Feb 28, 2017   //   by Charlie Garrett   //   Daily Writing, Epistles, Epistles (written), Philippians, Philippians (written), Writings  //  No Comments

Tuesday, 28 February 2017

I know how to be abased, and I know how to abound. Everywhere and in all things I have learned both to be full and to be hungry, both to abound and to suffer need. Philippians 4:12

The words of this verse explain what he just said. Taken together, they read –

“Not that I speak in regard to need, for I have learned in whatever state I am, to be content: 12 I know how to be abased, and I know how to abound. Everywhere and in all things I have learned both to be full and to be hungry, both to abound and to suffer need.”

Saying, “I know how to be abased,” indicates that in a state of deprivation, he could still properly function. The word used indicates “being brought low,” or “being humbled.”

Next he says, “and I know how to abound.” This is in contrast to being abased. It indicates “to exceed the ordinary,” and thus a state of surplus. When things were going exceptionally well, he took it in stride. Such times of abundance did not change him into a prideful soul, nor did he learn to rely on that abundance. Instead, when things abounded for him, he understood that it was simply a gift from the Lord.

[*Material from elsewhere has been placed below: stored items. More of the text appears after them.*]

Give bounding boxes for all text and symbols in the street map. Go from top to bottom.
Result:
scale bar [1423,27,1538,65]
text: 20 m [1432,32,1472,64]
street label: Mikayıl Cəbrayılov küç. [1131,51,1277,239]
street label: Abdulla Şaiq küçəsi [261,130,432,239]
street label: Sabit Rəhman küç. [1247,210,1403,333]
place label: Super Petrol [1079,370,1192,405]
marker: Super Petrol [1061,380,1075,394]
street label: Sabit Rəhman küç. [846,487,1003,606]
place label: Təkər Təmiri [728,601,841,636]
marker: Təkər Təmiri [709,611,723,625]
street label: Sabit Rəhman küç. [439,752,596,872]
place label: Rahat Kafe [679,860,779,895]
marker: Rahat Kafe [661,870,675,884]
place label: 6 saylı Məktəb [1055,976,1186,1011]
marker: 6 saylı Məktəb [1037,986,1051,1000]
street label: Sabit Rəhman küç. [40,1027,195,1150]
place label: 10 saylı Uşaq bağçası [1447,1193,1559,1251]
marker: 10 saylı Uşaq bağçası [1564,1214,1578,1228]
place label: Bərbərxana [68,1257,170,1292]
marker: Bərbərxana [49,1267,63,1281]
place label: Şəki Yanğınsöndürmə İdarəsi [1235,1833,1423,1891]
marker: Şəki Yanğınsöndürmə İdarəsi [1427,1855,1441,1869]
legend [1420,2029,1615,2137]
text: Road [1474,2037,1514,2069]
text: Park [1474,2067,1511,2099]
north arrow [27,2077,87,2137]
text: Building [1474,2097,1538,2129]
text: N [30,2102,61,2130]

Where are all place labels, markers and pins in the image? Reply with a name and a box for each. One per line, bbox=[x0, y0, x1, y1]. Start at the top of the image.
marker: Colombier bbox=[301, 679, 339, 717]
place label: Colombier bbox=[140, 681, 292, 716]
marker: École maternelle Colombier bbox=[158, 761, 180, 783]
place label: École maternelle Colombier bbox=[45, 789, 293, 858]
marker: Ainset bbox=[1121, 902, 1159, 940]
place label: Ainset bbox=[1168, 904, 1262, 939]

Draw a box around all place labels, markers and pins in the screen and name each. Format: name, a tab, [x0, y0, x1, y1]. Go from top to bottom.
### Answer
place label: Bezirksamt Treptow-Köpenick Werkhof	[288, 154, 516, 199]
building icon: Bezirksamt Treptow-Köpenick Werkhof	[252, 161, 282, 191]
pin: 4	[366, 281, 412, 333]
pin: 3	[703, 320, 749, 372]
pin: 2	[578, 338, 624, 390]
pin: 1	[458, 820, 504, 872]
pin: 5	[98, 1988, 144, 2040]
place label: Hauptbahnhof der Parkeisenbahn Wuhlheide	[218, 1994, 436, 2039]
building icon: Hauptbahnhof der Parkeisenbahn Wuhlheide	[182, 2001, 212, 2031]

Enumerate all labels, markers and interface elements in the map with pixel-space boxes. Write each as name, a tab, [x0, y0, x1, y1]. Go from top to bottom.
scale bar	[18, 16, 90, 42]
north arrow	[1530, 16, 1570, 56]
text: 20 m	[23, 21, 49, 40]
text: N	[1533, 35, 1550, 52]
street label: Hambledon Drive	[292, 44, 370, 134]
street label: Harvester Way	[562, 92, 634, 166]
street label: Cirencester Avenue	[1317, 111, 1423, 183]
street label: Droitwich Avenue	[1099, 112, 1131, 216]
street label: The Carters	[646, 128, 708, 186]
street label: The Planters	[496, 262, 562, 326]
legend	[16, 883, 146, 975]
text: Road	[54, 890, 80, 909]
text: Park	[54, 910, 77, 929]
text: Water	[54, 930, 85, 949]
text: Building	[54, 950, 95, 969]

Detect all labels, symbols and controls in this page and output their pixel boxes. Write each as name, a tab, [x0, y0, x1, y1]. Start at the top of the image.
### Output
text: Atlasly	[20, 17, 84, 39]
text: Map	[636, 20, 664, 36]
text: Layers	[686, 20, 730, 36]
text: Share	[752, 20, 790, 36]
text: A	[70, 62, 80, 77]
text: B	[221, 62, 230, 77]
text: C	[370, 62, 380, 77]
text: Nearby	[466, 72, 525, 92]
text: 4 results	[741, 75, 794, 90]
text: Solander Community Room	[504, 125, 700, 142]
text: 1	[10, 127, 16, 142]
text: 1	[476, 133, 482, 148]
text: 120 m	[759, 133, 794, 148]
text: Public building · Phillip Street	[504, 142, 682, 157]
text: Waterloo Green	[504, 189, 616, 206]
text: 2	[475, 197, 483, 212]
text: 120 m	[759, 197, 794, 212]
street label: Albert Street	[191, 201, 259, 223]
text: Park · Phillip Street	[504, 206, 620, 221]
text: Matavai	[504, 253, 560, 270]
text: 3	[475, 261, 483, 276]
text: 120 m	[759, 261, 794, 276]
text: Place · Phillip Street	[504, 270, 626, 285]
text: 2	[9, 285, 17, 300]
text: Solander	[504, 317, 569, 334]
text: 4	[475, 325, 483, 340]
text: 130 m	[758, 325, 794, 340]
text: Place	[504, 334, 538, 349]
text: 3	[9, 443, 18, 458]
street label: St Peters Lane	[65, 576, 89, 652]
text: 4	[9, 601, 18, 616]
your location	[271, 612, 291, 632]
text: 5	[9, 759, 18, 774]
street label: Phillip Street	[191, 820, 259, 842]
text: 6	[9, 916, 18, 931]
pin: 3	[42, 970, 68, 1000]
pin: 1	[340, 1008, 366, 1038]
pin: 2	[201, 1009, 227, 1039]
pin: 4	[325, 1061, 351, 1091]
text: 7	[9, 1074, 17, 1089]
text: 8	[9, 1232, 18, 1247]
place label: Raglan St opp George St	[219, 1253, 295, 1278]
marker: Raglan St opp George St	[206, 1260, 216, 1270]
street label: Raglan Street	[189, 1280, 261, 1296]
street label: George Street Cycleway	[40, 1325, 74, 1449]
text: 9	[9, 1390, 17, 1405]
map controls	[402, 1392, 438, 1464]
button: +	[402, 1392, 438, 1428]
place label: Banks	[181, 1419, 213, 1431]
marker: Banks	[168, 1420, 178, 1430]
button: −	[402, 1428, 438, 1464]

Following this, he says, “Everywhere and in all things.” It is an absolute statement concerning every facet of his life. Wherever he walked, and whatever came his way, it was included in the attitude he now possessed.

And this attitude was that, “I have learned.” The word used more fully means, “I have learned the secret.” It is a metaphor which comes from the rites of initiation in pagan mysteries, and so it signifies something like, “I have been initiated.” From his past life, he had been initiated into this attitude which he now possessed. The secret of contentment was learned. This contentment was “both to be full and to be hungry, both to abound and to suffer need.”

His contrasting words show the totality of his life experiences. To him, he could get along with any extreme without demonstrating the negative qualities which normally surround someone when faced with the same. In times of being full, there was no need to boast; in times of famine, there was no need to worry. To Paul, life was lived for Christ. This carnal, temporary world was not the only hope he possessed, and so whatever the state, it was nothing more than another step on the way to final glory.

Life application: Paul’s attitude in this verse is one which we should strive to emulate. If we can truly acknowledge that whatever we are facing now is the Lord’s will, then we can trust that it is the proper place to be, even if it is a place of deprivation or total loss. Glory lies ahead. This temporary life is not the totality of our existence.

Lord God, help each of us to focus on the eternal. Whether we face lack or abundance, or whether we face joy or pain. Each thing that we experience was ordained for us by You, and it is temporary. There is a great glory which lies ahead for those in Christ, and so help us to keep our eyes, hearts, and thoughts directed to that glory. Help us to not be anxious or frustrated, or overly confident. Instead help us to trust in Your provision as being perfect for each moment. Amen.